Political Cynicism and the Black Vote

Article excerpt

African American political behavior is an understudied dimension of the American electorate. In some ways, Black voting behavior and voting frequency parallel mainstream trends, but there are notable differences. These differences are due largely to socioeconomic factors and the troubled history of Blacks in America. The continued inequality among many aspects of Black society, as compared to mainstream society, causes many African Americans to be cynical of American politics and the political system. This article, which uses the terms African American and Black interchangeably, analyzes a regression model that suggests cynicism--and specifically political alienation--may positively affect African American voting behavior. In other words, where there are higher cynical attitudes among Black voters, there is also higher African American voter turnout. The results show a distinct need for innovative efforts to motivate the Black vote.

Voting frequency in America has declined over time, and numerous studies have examined the factors affecting voter turnout. These studies have outlined several variables impacting turnout including socioeconomic deterrents, apathy, and various psychological deterrents such as voter intimidation and the belief that one vote does not make a difference. The same studies define political participation by many components. Though these studies identify a lack of interest in political participation among Americans generally, within the overall decline in American voting frequency is a tendency for an even greater drop-off in African American or Black voter turnout (this article uses the terms African American and Black interchangeably). Historic race relations challenges in the United States along with current racial inequality are likely factors in creating low Black voter turnout.

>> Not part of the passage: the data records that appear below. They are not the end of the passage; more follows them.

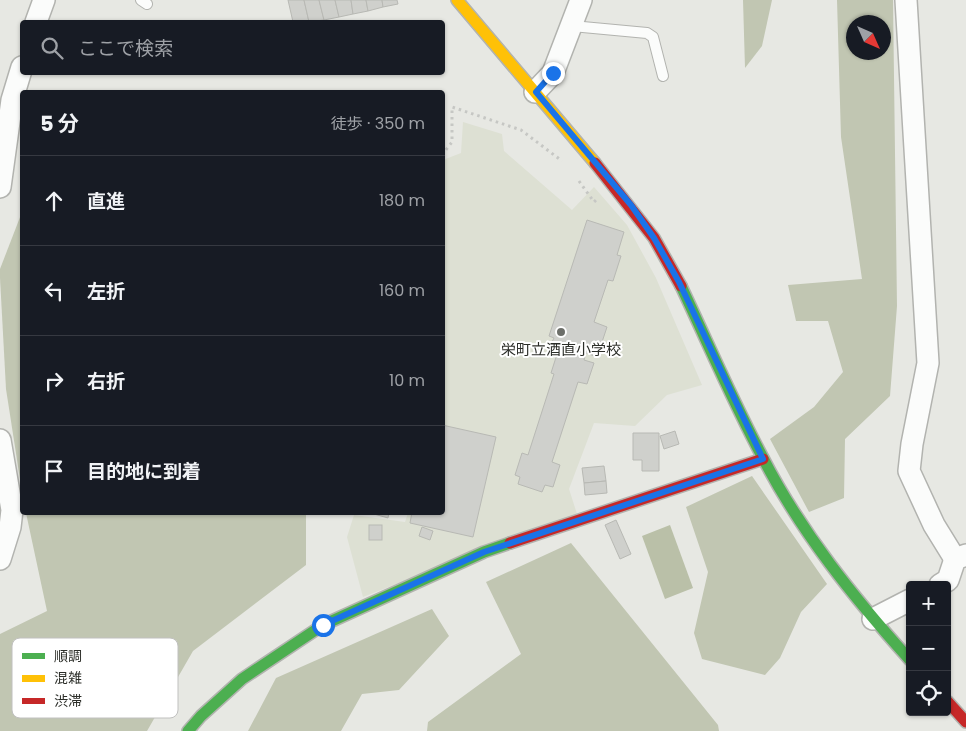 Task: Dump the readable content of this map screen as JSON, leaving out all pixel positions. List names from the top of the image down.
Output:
{
  "places": ["栄町立酒直小学校"],
  "legend": ["順調", "混雑", "渋滞"],
  "north": "bottom right",
  "page": {
    "search": "ここで検索",
    "heading": ["5 分", "徒歩 · 350 m"],
    "list": [
      ["直進", "180 m"],
      ["左折", "160 m"],
      ["右折", "10 m"],
      "目的地に到着"
    ],
    "map_buttons": ["+", "−"]
  }
}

Historically, tense race relations in the United States have adversely affected African American voter turnout. After the Civil War, relationships between Blacks and Whites were strained in ways that had direct political effects. W.E.B. Du Bois (2003, 42), author of The Souls of Black Folk, originally written in 1903, described the effects of societal ills on Black society as "1. [t]he disfranchisement of the Negro, and 2. [t]he legal creation of distinct status of civil inferiority for the Negro." Du Bois believed Whites should grant equal rights to Blacks and accept a new and integrated society. For Blacks, he said, "black men of America have a duty to perform, a duty stern and delicate ... by every civilized and peaceful method we must strive for the rights which the world accords to men, clinging unwaveringly to those great words which the sons of the Fathers would fain forget" (Du Bois 2003, 47). Du Bois wanted Blacks to demand what America's Founding Fathers deemed "unalienable" rights: "life, liberty, and the pursuit of happiness" (Du Bois 1903, 47). Du Bois's reflections on Black political participation demonstrate his idealistic view of how African Americans should cooperatively be enthusiastic about taking part in the political process.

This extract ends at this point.